Welcome. Today introduces true stream processing — the hardest topic in the course conceptually. Pace slowly through architecture; students will need Session 2's lab to cement it.
Let this hang. Ask: "How fast is 50ms? Blink takes about 150ms." Don't answer the question yet — carry it through the whole session.
Tell students the fraud scenario from slide 2 is real — PayPal runs Flink at ~1M events/sec. That's the scale we're building toward in Session 2's lab.
Quick show of hands: "Who got their Kafka producer working in last week's lab?" Use this to gauge where to slow down if needed.
Ask: "Where does your current job's data pipeline fall on this table?" Most students have only seen batch. Use this to make the spectrum feel real.
Common student reaction: "Why not always use Flink?" Answer: operational complexity.
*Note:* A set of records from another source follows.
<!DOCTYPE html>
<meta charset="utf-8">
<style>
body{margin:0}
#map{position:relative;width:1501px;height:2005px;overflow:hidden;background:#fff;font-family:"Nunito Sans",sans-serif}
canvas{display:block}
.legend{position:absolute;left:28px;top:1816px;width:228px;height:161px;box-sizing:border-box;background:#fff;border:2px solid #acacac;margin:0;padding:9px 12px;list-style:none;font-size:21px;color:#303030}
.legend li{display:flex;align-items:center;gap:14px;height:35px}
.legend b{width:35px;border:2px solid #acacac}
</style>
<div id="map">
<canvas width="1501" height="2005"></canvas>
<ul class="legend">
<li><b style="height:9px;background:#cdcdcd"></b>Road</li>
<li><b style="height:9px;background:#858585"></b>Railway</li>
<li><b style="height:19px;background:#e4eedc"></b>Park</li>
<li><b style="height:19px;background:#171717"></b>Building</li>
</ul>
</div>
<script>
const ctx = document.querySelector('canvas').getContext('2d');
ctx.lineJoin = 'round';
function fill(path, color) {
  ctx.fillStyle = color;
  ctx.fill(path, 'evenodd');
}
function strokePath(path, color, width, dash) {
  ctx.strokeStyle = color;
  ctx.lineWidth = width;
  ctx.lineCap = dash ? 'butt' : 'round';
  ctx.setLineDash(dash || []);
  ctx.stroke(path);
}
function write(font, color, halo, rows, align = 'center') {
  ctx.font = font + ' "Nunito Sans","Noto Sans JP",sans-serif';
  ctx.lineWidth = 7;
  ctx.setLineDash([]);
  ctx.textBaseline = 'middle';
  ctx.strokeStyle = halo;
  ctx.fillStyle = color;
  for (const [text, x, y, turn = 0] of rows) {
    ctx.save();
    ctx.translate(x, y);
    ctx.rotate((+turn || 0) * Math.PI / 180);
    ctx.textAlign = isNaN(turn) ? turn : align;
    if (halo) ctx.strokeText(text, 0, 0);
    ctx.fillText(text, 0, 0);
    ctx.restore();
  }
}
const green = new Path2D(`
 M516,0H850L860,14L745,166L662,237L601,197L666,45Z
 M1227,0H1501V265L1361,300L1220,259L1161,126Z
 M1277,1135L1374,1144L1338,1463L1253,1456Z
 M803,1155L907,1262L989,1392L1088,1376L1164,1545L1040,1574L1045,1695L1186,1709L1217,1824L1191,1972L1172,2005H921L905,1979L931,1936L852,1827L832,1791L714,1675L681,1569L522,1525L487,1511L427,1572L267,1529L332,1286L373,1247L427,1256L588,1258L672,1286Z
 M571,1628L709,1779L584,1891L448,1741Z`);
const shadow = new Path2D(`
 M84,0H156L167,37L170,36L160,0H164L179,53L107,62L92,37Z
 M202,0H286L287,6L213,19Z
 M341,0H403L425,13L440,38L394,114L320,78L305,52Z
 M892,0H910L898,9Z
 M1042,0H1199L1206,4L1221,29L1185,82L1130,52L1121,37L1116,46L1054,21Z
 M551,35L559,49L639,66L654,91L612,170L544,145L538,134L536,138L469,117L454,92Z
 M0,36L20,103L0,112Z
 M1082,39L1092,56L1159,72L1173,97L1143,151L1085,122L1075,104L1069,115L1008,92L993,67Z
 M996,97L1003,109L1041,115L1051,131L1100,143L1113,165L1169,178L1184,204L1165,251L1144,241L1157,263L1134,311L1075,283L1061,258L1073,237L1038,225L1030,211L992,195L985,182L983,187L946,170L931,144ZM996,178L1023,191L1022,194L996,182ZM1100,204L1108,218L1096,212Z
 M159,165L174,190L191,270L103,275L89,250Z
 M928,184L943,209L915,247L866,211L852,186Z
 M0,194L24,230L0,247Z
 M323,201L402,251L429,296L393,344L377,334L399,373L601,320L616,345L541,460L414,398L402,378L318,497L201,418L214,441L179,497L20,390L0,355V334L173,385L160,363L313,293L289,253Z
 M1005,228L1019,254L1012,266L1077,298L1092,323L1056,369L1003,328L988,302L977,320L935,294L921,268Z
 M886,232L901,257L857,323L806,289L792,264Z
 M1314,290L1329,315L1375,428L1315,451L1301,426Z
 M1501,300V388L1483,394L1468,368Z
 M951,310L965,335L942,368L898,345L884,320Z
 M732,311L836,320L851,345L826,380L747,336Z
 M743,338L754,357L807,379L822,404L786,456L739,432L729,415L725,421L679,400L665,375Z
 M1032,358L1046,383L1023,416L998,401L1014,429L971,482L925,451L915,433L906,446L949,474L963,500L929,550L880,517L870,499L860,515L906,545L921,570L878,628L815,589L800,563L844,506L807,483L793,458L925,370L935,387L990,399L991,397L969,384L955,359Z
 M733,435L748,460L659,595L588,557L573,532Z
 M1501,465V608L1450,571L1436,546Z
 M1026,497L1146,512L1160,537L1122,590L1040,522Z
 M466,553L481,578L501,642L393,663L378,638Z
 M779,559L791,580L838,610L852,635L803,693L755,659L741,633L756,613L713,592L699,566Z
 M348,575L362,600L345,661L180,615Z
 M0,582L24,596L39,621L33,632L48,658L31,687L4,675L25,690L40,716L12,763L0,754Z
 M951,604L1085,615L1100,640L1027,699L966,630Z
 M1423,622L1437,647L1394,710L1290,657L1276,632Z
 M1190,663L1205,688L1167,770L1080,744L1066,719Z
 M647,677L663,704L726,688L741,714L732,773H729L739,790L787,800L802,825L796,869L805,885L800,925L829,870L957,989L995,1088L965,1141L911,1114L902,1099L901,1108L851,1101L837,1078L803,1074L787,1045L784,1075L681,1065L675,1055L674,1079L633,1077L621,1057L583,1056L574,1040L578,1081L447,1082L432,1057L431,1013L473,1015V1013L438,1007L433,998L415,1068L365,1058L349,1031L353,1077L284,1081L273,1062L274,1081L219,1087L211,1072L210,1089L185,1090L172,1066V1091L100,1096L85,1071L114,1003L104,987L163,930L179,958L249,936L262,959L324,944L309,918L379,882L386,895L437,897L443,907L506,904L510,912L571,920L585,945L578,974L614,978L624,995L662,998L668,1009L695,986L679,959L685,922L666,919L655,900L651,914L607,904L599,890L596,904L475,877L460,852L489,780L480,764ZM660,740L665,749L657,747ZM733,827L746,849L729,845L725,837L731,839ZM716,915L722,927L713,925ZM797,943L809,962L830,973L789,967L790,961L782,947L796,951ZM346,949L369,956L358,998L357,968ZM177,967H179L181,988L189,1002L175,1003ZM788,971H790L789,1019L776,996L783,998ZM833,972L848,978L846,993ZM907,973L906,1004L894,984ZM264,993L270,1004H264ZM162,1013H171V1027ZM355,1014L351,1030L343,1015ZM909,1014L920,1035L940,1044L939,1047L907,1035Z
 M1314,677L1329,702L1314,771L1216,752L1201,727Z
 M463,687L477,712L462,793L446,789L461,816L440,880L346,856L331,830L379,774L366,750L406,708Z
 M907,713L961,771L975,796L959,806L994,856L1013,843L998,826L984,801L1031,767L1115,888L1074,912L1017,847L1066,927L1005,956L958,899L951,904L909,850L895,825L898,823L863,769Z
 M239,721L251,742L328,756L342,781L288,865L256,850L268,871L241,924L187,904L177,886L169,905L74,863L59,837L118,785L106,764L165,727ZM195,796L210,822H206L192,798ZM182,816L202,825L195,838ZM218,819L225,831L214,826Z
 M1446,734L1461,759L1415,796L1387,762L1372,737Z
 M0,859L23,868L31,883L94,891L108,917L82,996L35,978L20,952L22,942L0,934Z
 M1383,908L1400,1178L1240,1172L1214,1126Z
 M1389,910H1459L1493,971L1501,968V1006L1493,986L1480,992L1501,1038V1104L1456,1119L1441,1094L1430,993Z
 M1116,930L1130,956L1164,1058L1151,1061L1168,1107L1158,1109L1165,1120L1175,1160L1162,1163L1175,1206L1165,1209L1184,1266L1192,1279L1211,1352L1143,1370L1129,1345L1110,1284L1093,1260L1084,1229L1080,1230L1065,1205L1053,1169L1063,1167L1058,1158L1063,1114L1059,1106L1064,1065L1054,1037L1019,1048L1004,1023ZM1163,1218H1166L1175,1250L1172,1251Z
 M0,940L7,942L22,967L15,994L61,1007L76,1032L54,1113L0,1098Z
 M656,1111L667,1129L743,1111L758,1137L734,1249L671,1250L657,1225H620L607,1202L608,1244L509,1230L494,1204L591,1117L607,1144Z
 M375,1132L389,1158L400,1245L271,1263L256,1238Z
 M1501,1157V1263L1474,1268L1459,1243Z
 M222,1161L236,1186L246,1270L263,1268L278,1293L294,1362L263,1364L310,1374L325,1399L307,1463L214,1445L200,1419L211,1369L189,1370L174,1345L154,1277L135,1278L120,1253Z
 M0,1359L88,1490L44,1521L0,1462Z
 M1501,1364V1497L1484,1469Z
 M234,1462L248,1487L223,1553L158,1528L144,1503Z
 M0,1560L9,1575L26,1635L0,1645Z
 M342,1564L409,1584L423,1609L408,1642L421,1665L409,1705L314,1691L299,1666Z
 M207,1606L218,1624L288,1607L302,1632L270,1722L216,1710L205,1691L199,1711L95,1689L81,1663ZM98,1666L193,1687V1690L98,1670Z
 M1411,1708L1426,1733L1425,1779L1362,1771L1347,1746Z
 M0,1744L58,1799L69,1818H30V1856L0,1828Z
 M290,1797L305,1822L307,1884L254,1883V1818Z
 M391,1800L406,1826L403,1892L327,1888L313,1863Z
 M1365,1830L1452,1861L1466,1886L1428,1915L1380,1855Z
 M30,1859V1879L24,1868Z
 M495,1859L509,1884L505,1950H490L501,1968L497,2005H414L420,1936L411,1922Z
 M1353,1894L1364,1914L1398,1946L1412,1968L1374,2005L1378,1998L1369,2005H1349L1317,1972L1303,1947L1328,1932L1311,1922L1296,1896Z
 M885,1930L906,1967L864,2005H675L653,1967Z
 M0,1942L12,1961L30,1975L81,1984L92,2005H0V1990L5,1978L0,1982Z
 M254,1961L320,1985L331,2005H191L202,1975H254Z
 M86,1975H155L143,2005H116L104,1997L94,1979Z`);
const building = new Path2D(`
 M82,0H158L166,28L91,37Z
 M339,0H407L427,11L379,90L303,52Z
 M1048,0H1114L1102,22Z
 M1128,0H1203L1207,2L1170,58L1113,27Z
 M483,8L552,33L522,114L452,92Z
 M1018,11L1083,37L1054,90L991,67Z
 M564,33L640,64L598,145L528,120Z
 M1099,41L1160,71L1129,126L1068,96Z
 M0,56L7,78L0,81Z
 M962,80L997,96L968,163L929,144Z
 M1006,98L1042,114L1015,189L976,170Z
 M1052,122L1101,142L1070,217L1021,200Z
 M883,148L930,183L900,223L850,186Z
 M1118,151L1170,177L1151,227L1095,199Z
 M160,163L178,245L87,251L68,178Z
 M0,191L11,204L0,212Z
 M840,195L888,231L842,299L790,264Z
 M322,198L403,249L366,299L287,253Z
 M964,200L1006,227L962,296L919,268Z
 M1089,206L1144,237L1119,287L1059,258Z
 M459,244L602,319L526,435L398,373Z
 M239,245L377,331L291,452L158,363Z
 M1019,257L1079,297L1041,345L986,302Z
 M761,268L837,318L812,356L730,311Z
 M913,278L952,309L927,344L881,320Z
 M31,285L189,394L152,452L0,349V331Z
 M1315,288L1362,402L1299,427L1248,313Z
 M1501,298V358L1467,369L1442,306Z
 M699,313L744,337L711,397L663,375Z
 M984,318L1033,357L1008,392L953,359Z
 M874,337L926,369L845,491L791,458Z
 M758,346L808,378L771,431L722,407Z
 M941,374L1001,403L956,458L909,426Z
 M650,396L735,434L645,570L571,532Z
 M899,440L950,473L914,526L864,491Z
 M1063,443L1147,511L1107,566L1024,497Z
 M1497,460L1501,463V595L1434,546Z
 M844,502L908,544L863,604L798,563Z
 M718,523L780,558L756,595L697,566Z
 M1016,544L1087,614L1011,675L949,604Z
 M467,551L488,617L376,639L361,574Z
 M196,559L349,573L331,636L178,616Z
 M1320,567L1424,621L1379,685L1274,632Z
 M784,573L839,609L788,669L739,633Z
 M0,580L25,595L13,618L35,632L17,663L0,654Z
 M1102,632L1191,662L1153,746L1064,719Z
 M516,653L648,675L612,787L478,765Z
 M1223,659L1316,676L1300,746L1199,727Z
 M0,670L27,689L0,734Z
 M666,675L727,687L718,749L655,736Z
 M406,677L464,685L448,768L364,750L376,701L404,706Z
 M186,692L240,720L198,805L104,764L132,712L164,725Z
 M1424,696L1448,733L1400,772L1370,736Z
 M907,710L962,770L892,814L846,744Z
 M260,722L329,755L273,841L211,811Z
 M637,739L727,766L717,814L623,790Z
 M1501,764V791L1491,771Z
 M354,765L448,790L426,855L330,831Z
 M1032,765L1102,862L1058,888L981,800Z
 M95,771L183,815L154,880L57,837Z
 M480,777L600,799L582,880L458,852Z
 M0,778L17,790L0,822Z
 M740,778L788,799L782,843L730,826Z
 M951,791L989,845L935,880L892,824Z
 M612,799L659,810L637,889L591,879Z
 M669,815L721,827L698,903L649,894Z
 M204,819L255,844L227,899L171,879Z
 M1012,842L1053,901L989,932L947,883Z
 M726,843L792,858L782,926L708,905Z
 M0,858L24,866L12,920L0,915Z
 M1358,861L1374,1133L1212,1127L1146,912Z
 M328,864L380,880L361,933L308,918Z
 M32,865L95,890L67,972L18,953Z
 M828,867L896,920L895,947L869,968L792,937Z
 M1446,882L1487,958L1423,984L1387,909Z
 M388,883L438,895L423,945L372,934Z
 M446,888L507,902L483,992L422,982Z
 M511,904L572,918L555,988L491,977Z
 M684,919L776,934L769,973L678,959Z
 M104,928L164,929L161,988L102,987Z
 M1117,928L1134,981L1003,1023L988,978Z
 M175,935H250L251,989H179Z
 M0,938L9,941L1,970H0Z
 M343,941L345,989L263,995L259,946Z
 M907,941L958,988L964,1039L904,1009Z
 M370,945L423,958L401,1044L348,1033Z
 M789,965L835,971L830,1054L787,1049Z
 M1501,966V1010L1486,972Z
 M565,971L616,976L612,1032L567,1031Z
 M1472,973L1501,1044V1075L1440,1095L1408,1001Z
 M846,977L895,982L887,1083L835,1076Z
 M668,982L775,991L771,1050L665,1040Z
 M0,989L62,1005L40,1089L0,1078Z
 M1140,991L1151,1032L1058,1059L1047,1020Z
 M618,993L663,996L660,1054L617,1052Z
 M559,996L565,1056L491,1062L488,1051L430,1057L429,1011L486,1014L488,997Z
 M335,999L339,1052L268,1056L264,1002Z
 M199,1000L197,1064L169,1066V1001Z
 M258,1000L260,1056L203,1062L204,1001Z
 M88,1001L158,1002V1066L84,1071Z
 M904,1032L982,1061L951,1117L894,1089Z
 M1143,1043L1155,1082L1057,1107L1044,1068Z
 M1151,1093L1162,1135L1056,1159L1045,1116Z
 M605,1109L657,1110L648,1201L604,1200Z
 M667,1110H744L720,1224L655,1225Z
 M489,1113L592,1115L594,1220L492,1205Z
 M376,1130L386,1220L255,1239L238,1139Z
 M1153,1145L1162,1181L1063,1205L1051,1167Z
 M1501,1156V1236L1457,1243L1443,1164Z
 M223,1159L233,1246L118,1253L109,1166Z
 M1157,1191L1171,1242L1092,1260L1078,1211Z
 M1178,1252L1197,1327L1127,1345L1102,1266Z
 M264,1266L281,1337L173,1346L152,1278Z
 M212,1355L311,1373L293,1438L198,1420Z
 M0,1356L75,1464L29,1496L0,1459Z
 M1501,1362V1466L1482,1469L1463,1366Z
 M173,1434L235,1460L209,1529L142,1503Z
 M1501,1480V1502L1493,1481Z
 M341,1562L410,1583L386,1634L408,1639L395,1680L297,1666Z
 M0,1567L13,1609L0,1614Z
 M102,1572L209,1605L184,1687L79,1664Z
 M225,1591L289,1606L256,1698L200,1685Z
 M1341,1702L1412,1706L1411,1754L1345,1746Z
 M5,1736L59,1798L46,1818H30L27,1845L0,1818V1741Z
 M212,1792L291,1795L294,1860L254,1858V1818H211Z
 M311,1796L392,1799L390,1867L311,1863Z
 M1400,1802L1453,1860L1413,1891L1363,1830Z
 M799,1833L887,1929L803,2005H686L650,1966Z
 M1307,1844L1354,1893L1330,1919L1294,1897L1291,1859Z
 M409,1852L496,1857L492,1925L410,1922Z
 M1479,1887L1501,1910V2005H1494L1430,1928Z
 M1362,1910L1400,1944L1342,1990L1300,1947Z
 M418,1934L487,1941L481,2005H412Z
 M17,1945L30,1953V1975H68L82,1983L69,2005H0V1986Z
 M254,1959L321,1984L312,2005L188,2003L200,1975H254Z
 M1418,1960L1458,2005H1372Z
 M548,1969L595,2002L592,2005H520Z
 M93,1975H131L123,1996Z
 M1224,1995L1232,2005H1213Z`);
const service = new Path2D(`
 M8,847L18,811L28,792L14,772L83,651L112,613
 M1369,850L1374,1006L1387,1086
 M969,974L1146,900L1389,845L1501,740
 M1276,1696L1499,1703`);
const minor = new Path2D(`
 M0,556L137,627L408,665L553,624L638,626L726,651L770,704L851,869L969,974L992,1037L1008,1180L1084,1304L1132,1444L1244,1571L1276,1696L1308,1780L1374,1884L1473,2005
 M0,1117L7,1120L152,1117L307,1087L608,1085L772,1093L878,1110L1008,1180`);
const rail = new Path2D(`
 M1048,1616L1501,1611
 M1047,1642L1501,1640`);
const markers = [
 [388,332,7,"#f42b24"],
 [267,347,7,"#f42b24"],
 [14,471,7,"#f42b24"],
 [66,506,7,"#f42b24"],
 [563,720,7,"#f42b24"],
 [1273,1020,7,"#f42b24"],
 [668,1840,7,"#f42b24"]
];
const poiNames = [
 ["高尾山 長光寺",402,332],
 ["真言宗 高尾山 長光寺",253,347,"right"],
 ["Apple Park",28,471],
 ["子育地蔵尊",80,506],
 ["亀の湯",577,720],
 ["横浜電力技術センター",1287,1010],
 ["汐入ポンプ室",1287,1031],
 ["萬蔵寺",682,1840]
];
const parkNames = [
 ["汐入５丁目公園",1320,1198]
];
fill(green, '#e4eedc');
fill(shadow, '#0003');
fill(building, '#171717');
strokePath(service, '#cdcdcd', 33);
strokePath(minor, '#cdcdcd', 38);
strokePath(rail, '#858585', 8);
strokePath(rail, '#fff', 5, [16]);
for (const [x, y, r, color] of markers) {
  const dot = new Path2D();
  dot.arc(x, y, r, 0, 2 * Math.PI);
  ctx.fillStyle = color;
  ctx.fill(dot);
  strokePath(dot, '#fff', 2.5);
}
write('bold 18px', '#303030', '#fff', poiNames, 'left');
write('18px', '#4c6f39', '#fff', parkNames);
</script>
Flink requires understanding state backends, watermarks, and checkpoint tuning. Spark Structured Streaming gives 90% of the value with 30% of the complexity.
Walk through the diagram left-to-right: client submits a job → JobManager turns it into a task graph → TaskManagers execute subtasks in slots. Point out that each colored box is an operator, each row is a TaskManager.
Analogy: JobManager is the conductor, TaskManagers are section players, slots are individual musicians. Each slot can play one part of the pipeline simultaneously.
Ask: "If you have 3 TaskManagers each with 4 slots, what's your maximum parallelism?" Answer: 12. Then: "If your source Kafka topic has only 3 partitions, what's the effective source parallelism ceiling?" Answer: 3 — partitions limit source parallelism.
Demo point: during Session 2's lab, open the Web UI backpressure tab while the job is running. Point out the green/yellow/red indicators. This makes an abstract concept visible.
Emphasize the lazy execution model — identical to PySpark. Nothing runs until `execute()`. Ask: "What does this remind you of from Week 8?" Students should recognize the RDD/DataFrame lazy evaluation pattern.
Ask students to match each operation to something from MapReduce or Spark they already know. map=map, flatMap=flatMap, filter=filter, keyBy=groupBy/partitionBy, reduce=reduceByKey. process has no clean Spark equivalent — that's what makes Flink unique.
Key point: you cannot access state without first calling keyBy. Flink enforces this at the API level — calling get_state() outside a keyed context throws at runtime. Session 2 will drill this in the lab.
Note: FlinkKafkaConsumer is what students will use in Session 2's lab. It integrates with Flink's checkpoint protocol — when a checkpoint completes, committed Kafka offsets are part of the snapshot. That's how exactly-once works end-to-end.
Common mistake: students use print() in their homework and wonder why performance is terrible. print() is synchronous and serialized — it becomes the bottleneck immediately. The autograder accepts it for correctness, but flag this explicitly.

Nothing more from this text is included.